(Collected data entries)
━━━━━━━━━━━━━━━━━━━━━━━━━━━━━━

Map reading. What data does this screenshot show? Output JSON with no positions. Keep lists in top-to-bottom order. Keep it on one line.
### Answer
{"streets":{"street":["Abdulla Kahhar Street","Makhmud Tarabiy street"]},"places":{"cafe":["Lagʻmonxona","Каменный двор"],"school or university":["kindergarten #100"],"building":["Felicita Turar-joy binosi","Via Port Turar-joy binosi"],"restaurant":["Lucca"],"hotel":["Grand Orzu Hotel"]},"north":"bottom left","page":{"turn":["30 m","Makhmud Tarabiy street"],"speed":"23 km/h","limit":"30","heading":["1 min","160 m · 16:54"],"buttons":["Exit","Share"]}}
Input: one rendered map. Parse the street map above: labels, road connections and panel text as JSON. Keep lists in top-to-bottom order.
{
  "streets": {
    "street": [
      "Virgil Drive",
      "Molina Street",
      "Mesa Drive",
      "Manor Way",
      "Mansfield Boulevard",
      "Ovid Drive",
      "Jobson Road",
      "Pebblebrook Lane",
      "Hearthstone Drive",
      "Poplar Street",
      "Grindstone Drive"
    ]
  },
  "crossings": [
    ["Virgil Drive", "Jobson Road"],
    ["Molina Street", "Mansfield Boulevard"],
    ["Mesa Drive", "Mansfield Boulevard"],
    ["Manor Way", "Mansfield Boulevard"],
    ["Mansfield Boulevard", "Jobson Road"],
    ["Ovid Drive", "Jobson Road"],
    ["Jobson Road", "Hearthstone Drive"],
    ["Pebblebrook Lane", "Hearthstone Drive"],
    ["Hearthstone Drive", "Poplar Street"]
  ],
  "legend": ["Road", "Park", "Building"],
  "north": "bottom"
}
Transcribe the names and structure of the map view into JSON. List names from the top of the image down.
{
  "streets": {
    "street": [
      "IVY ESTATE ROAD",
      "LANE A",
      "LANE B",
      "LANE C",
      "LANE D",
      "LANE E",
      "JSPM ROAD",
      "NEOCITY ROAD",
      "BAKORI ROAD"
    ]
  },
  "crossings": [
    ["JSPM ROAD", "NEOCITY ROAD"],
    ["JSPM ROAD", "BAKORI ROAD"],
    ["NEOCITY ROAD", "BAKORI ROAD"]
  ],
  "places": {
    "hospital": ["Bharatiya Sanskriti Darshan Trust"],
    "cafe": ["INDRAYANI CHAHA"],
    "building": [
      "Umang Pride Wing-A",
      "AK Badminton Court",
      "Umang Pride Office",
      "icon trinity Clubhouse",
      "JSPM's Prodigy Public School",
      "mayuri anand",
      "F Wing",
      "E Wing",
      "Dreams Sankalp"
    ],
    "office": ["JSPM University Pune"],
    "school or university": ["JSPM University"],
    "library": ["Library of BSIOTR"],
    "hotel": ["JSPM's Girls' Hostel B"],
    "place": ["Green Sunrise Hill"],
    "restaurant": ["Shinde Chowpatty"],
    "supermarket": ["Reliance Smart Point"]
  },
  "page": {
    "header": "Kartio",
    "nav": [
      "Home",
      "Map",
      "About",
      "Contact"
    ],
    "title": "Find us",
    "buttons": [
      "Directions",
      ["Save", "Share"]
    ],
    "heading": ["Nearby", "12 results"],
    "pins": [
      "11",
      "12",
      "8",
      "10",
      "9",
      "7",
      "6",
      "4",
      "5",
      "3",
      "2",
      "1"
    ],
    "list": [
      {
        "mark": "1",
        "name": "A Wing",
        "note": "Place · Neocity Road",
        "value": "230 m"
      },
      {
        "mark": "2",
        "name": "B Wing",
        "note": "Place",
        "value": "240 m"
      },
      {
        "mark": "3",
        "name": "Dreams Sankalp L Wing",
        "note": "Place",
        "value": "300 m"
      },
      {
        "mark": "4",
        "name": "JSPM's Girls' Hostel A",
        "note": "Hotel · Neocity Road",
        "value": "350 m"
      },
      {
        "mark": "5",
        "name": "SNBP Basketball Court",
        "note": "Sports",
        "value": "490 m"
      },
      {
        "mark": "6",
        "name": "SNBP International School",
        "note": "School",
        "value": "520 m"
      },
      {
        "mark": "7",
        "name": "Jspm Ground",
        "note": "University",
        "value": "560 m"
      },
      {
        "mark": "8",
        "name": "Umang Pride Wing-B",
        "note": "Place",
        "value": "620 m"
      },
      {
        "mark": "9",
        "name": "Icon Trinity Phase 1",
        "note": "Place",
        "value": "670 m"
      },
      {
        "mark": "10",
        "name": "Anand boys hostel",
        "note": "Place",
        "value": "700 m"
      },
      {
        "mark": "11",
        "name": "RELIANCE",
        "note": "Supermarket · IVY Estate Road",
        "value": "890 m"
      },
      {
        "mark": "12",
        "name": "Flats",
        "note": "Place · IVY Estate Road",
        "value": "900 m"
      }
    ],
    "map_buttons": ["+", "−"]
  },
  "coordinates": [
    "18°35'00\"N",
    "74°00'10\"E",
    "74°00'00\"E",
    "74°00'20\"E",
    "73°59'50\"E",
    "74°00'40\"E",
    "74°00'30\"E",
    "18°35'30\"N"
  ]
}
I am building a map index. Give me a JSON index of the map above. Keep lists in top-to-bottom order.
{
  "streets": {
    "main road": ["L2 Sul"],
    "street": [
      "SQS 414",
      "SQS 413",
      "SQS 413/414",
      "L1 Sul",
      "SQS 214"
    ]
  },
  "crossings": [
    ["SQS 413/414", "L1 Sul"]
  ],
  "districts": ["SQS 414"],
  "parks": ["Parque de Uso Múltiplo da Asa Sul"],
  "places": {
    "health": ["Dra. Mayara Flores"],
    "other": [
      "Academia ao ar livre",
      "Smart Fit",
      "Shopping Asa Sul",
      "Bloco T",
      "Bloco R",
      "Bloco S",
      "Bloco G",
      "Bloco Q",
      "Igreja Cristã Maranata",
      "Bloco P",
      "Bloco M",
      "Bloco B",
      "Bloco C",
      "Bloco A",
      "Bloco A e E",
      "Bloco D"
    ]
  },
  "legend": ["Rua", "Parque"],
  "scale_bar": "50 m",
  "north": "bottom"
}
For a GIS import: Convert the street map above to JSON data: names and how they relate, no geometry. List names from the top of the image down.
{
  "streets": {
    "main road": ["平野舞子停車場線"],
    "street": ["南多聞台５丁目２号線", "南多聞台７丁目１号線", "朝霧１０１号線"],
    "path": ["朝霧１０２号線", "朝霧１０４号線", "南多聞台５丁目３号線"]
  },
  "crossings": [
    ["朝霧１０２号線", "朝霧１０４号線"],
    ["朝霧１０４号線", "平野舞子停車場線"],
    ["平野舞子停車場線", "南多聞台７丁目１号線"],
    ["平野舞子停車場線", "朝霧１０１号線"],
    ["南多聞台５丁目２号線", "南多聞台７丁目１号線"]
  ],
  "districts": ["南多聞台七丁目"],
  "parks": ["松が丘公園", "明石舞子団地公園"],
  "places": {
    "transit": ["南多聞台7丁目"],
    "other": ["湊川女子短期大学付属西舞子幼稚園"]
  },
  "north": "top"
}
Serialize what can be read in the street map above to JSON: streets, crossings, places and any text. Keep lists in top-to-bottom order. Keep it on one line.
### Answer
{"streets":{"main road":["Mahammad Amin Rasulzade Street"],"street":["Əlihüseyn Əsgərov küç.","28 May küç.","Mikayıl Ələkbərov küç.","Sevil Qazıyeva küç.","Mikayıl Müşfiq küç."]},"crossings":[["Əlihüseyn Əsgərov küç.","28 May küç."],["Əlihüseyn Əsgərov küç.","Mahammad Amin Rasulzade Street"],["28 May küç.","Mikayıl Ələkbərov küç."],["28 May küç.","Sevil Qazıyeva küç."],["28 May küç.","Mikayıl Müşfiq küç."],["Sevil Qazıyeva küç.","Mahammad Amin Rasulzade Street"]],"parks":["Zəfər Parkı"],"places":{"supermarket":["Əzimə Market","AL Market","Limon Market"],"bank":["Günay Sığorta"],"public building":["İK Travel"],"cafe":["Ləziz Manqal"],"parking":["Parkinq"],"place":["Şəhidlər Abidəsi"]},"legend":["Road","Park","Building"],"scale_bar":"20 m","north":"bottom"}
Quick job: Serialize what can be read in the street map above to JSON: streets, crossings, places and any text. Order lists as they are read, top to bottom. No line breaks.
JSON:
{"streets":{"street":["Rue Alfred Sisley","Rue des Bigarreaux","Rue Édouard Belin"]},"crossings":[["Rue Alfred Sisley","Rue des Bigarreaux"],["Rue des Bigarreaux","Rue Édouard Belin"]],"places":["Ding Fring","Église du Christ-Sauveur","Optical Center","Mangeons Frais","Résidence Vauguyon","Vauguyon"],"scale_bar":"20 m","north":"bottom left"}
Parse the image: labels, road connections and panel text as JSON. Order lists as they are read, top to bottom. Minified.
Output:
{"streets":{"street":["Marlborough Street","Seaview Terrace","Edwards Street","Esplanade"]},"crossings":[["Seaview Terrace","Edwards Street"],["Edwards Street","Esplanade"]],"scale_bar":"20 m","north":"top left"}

━━━━━━━━━━━━━━━━━━━━━━━━━━━━━━

* [Description of the task] Among the lines above, which ones hold the string "heading"? Show them.

* [Solution to the exercise]
{"streets":{"street":["Abdulla Kahhar Street","Makhmud Tarabiy street"]},"places":{"cafe":["Lagʻmonxona","Каменный двор"],"school or university":["kindergarten #100"],"building":["Felicita Turar-joy binosi","Via Port Turar-joy binosi"],"restaurant":["Lucca"],"hotel":["Grand Orzu Hotel"]},"north":"bottom left","page":{"turn":["30 m","Makhmud Tarabiy street"],"speed":"23 km/h","limit":"30","heading":["1 min","160 m · 16:54"],"buttons":["Exit","Share"]}}
    "heading": ["Nearby", "12 results"],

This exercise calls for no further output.